The entire listing, reproduced exactly and stripped of images, is the expected output.

MATERIAL PROVIDED:
=-=-=-=-=

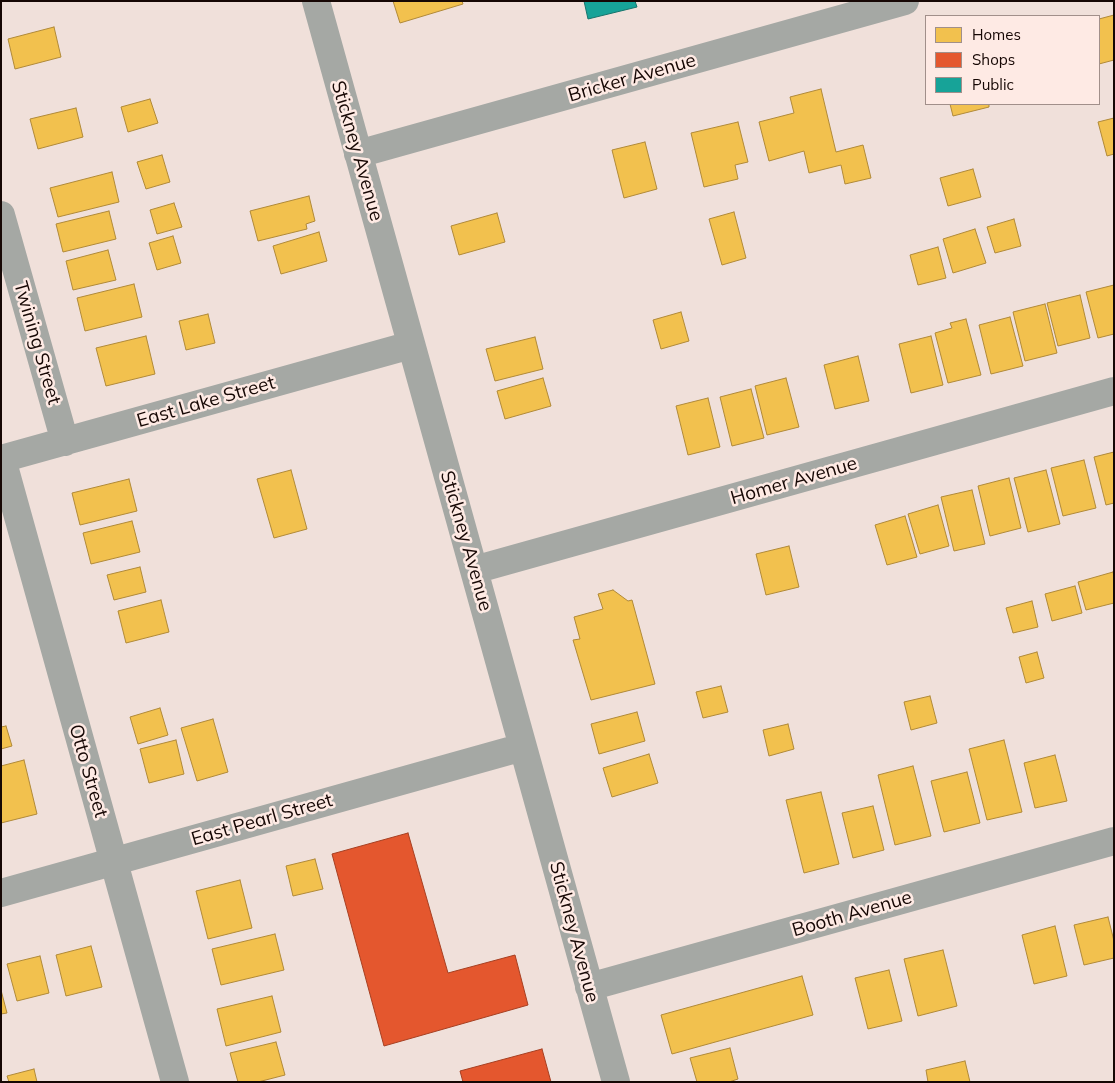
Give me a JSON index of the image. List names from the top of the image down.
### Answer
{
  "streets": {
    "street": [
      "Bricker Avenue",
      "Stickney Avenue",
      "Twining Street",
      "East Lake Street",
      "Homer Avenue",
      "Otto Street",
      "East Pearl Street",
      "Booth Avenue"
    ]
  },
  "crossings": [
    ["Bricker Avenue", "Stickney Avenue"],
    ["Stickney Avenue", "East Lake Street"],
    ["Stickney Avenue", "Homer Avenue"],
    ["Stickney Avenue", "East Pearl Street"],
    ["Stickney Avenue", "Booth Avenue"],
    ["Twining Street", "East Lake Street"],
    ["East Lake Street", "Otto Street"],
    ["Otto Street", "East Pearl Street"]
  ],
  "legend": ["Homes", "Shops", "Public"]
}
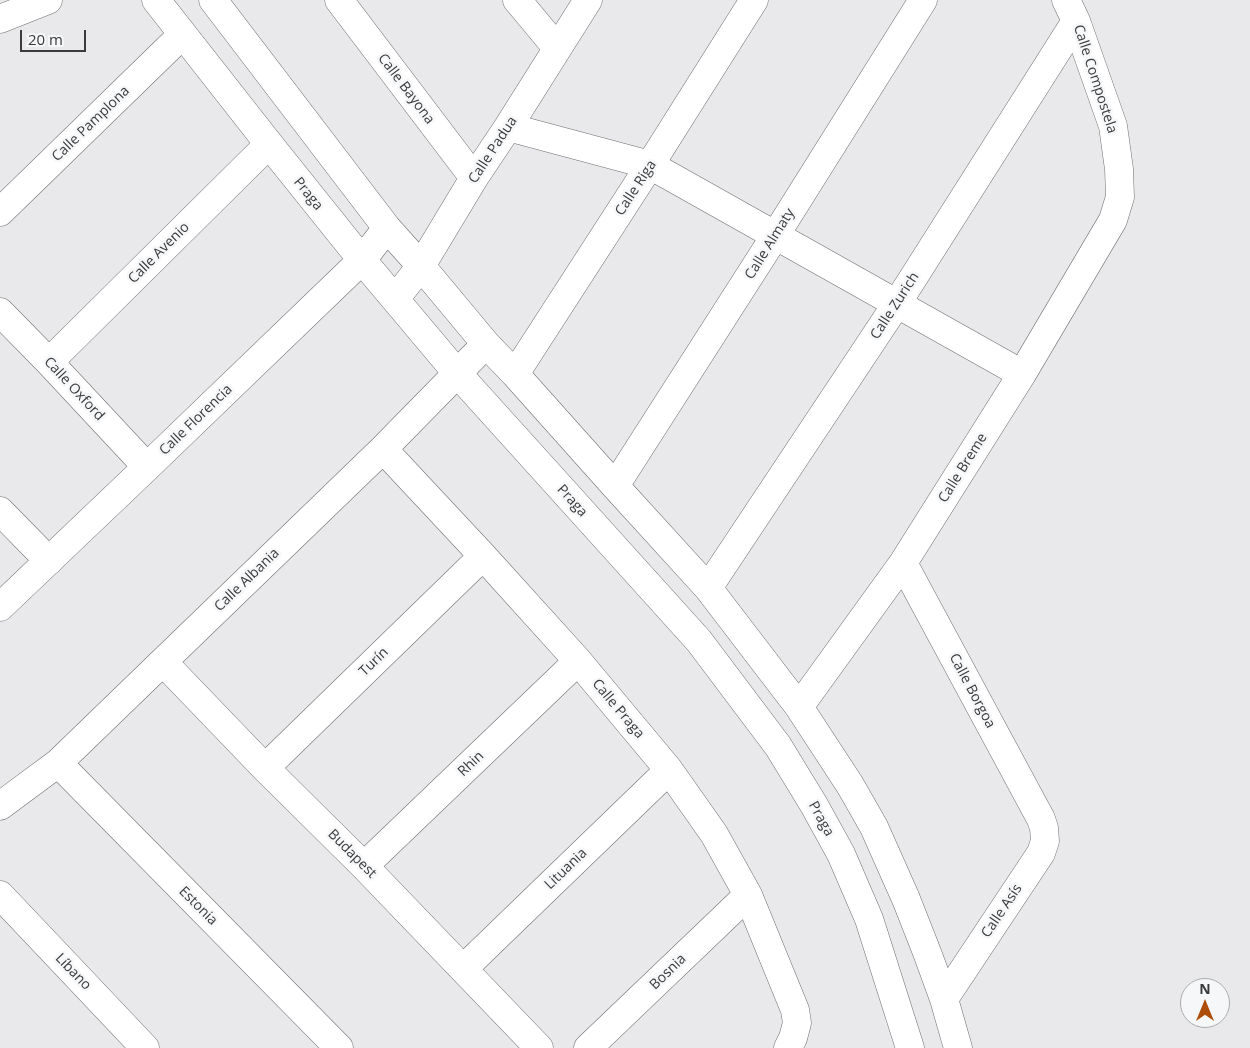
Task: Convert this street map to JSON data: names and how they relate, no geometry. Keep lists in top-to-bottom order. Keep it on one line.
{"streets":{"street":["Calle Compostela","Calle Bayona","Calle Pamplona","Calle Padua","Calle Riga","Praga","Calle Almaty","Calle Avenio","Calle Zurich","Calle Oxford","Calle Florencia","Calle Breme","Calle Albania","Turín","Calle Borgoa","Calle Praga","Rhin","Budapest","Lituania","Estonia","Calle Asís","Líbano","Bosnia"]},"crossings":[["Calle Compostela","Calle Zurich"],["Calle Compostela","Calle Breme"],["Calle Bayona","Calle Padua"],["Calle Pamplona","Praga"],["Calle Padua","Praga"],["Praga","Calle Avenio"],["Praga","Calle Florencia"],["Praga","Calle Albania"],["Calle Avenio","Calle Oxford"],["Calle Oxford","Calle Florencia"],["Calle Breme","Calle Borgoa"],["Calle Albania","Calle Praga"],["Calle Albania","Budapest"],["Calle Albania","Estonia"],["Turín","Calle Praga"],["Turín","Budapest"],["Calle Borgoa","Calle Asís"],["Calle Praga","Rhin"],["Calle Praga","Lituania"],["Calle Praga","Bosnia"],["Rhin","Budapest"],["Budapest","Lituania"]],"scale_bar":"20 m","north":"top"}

=-=-=-=-=

SOLUTION BELOW:
Give me a JSON index of the image. List names from the top of the image down.
### Answer
{
  "streets": {
    "street": [
      "Bricker Avenue",
      "Stickney Avenue",
      "Twining Street",
      "East Lake Street",
      "Homer Avenue",
      "Otto Street",
      "East Pearl Street",
      "Booth Avenue"
    ]
  },
  "crossings": [
    ["Bricker Avenue", "Stickney Avenue"],
    ["Stickney Avenue", "East Lake Street"],
    ["Stickney Avenue", "Homer Avenue"],
    ["Stickney Avenue", "East Pearl Street"],
    ["Stickney Avenue", "Booth Avenue"],
    ["Twining Street", "East Lake Street"],
    ["East Lake Street", "Otto Street"],
    ["Otto Street", "East Pearl Street"]
  ],
  "legend": ["Homes", "Shops", "Public"]
}
Task: Convert this street map to JSON data: names and how they relate, no geometry. Keep lists in top-to-bottom order. Keep it on one line.
{"streets":{"street":["Calle Compostela","Calle Bayona","Calle Pamplona","Calle Padua","Calle Riga","Praga","Calle Almaty","Calle Avenio","Calle Zurich","Calle Oxford","Calle Florencia","Calle Breme","Calle Albania","Turín","Calle Borgoa","Calle Praga","Rhin","Budapest","Lituania","Estonia","Calle Asís","Líbano","Bosnia"]},"crossings":[["Calle Compostela","Calle Zurich"],["Calle Compostela","Calle Breme"],["Calle Bayona","Calle Padua"],["Calle Pamplona","Praga"],["Calle Padua","Praga"],["Praga","Calle Avenio"],["Praga","Calle Florencia"],["Praga","Calle Albania"],["Calle Avenio","Calle Oxford"],["Calle Oxford","Calle Florencia"],["Calle Breme","Calle Borgoa"],["Calle Albania","Calle Praga"],["Calle Albania","Budapest"],["Calle Albania","Estonia"],["Turín","Calle Praga"],["Turín","Budapest"],["Calle Borgoa","Calle Asís"],["Calle Praga","Rhin"],["Calle Praga","Lituania"],["Calle Praga","Bosnia"],["Rhin","Budapest"],["Budapest","Lituania"]],"scale_bar":"20 m","north":"top"}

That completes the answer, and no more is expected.